Set up three years ago as part of a franchise, recently rebranded the Chorlton-based family-run chocolate shop and cafe, as the Cocoa Tree. Packed with strong independent businesses, Chorlton, with its community feel, is “the perfect location” for the store, owner Lyndsey explained to TNT.
Cool and air conditioned, the cafe is dotted with little wooden tables and comfy armchairs. Floral wallpaper covers one wall, adding to the dainty atmosphere of the place. The cafe menu comprises simple comfort foods such as scones, crumpets and brownies – all costing around the very reasonable £2.50 mark – a range of teas, coffees and hot chocolates.
The shop has a set variety of chocolates – including such favourites as the salted caramel truffle, and the strawberries and clotted cream truffle – and introduces four ‘special guest’ chocolates at a time which change seasonally. All chocolates are lovingly crafted on site and decorated by hand.
TNT were given a selection of six of the most popular chocolates to sample – set in a box tied with a silky ribbon and presented to us in a quaint brown paper bag sporting the Cocoa Tree logo.
All of the chocolate displayed here, Lyndsey explained, are from ethical co-operative companies, where the profit stays within the country in which the chocolate is produced. On sale here was chocolate from Madagascar, for example, which is apparently an up and coming country in the chocolate trade.
We had an Aztec hot chocolate – what Lyndsey described as “our take on how chocolate was enjoyed when it was first discovered by the Aztec’s.” This Madagascan blend of dark chocolate, ginger, cayenne cinnamon and nutmeg with hot water as opposed to whole milk, is spicy and flavoursome, and not too rich and sickly as many coffee shop hot chocolates air towards.

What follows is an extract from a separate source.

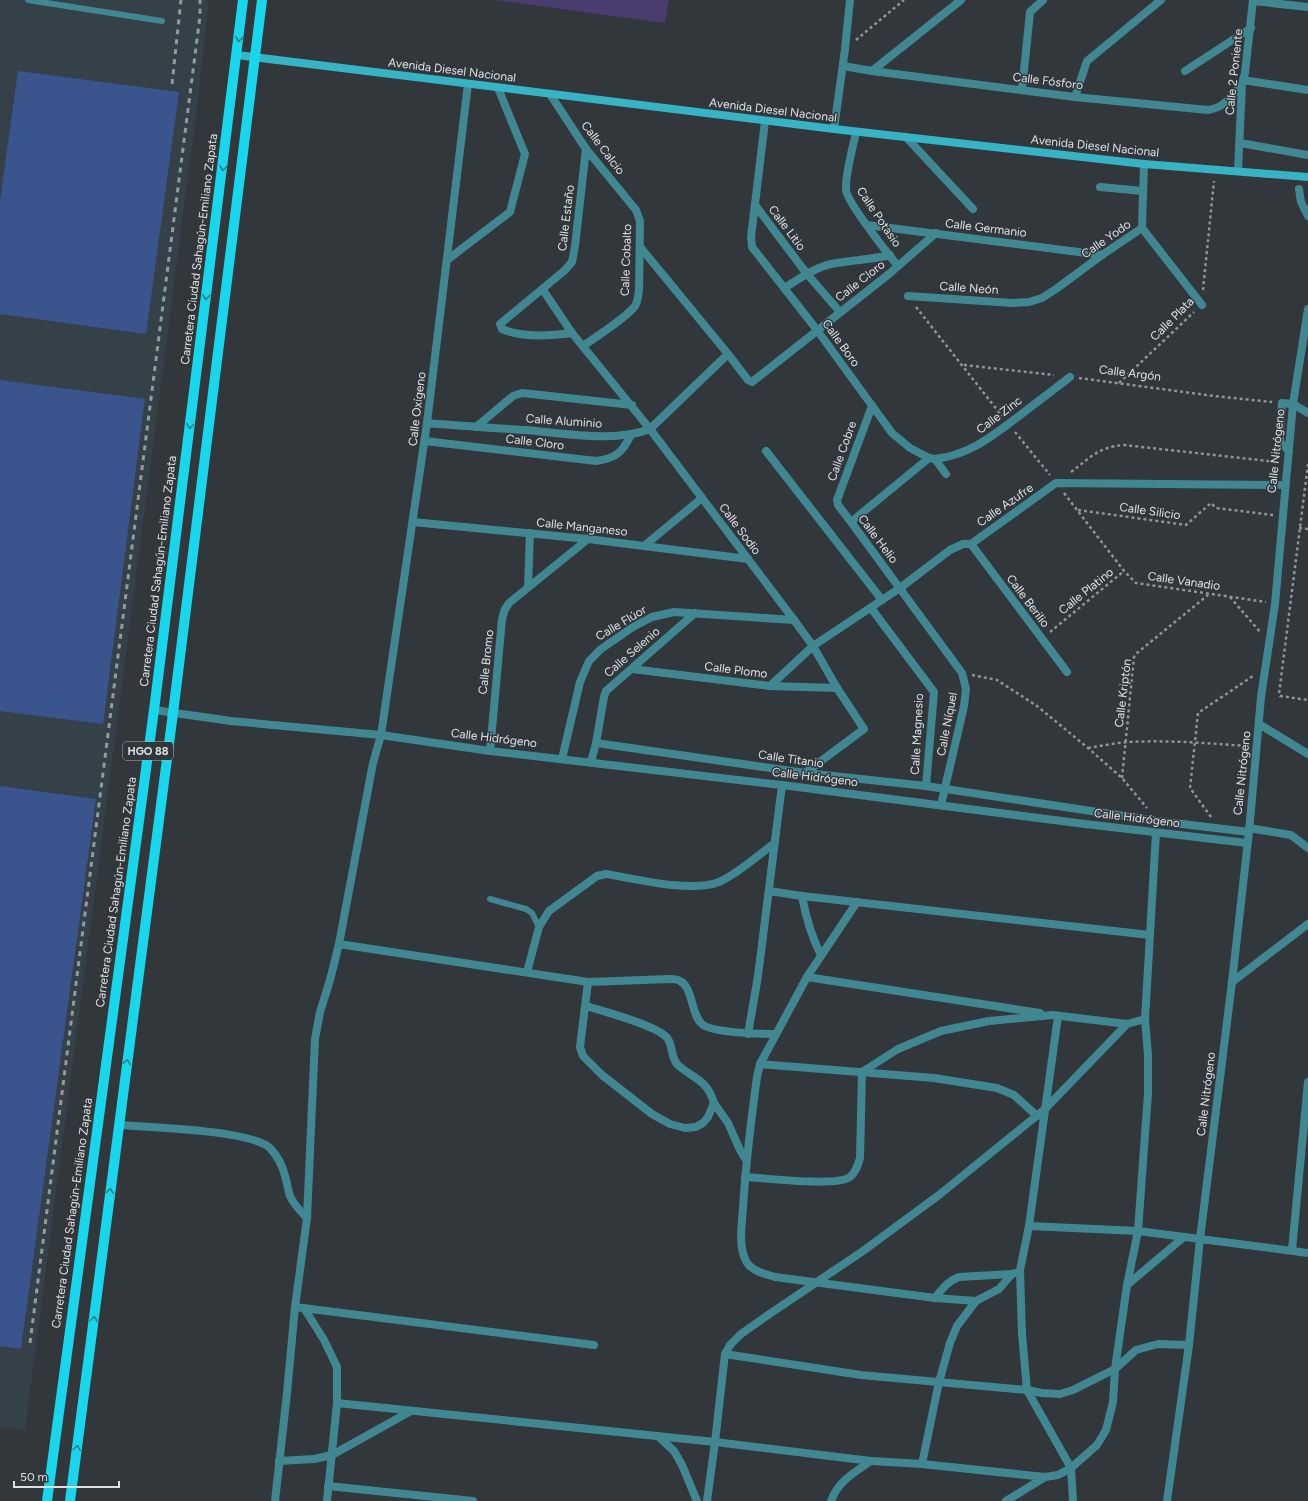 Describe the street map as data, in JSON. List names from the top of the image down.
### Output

A waitress told TNT that all their drinks are made with the same chocolates from which they make their truffles – and so, “if you like our chocolate, you like our drinks!”
TNT also sampled an iced chocolate, which is made by melting the chocolate and combining it with ice cream, which they source from Derbyshire and is of the highest quality. The drink was cool, light and foamy with a glorious chocolatey flavour. It was extremely moreish.
Furthermore, we had a chocolate fondue to taste. A recent addition to the menu, and costing £3.50, this comprised a delicate teacup brimming with milk-chocolate dip alongside an assortment of strawberries, banana slices, cubes of fudge and spongey marshmallows.
TNT were also offered a salted caramel brownie, baked by local gem Nicky Griffiths. The plate was adorned with milk chocolate drizzled into a heart shape. The brownie was squidgy and gooey and surpassed every expectation, although the salted caramel flavour was not hugely apparent.
Whilst there, TNT noticed how waitresses addressed customers by name, were aware of their particular favourites, and overall had established a close relationship with them. We were impressed by the degree of personalisation to the service. Evidently, Cocoa Tree has already generated for itself a loyal following.